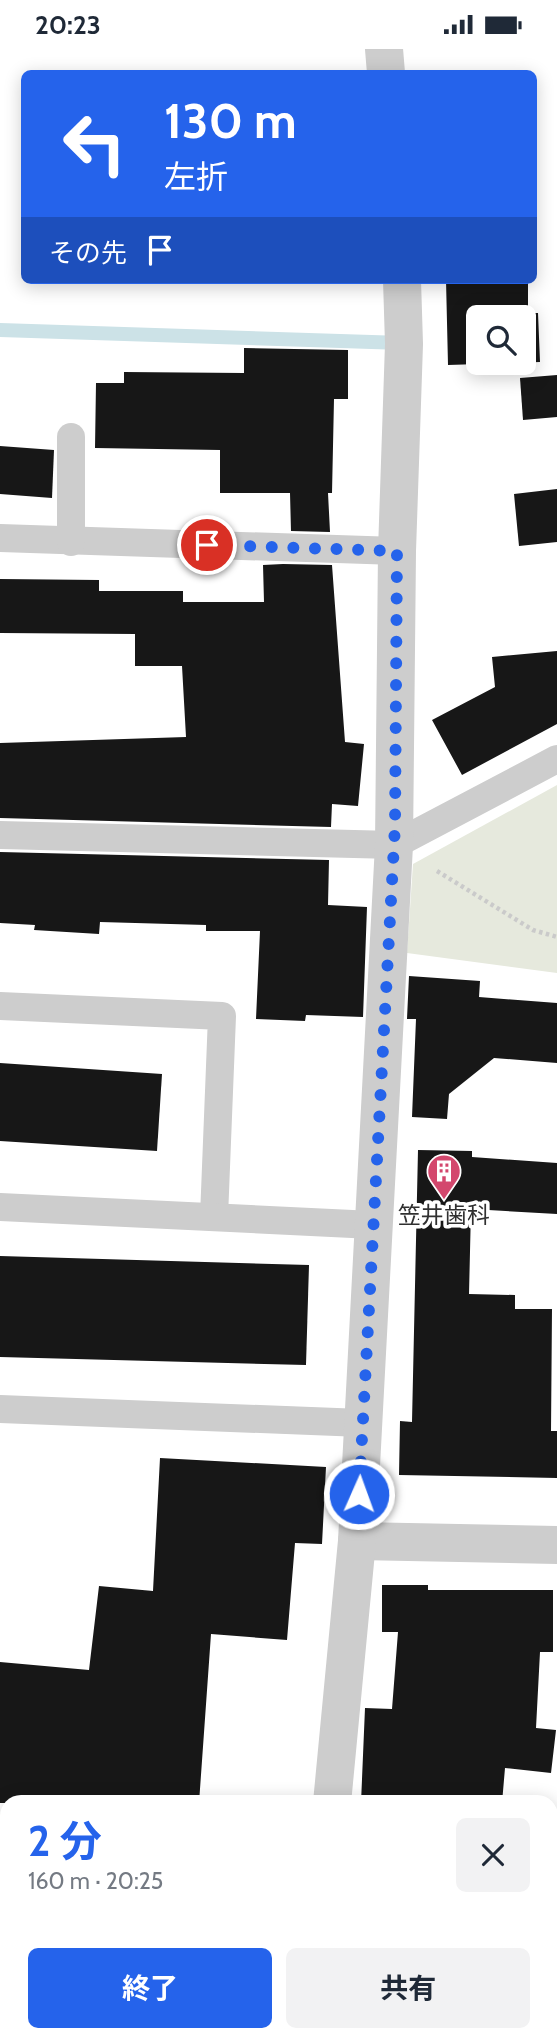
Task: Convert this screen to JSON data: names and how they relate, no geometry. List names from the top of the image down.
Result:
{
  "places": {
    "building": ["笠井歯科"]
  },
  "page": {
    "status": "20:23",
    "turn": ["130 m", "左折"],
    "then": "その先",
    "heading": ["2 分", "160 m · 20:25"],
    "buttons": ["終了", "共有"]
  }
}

━━━━

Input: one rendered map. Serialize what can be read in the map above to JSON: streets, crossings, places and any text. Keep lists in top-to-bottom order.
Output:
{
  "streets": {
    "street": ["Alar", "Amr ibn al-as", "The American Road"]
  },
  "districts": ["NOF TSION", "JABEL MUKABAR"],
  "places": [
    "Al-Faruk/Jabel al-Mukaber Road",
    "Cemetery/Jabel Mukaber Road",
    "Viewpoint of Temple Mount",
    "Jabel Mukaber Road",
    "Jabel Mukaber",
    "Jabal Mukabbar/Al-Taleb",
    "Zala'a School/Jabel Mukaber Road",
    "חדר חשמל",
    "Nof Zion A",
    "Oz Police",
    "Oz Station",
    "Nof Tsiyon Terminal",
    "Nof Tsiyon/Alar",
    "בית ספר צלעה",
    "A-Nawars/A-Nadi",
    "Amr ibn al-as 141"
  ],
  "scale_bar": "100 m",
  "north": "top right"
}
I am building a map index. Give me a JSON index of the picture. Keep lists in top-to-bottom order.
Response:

━━━━

The lines holding the string "bottom" in the listing above are what you should copy out.

> [Response below]
Input: one rendered map. Serialize what can be read in the map above to JSON: streets, crossings, places and any text. Keep lists in top-to-bottom order.
I am building a map index. Give me a JSON index of the picture. Keep lists in top-to-bottom order.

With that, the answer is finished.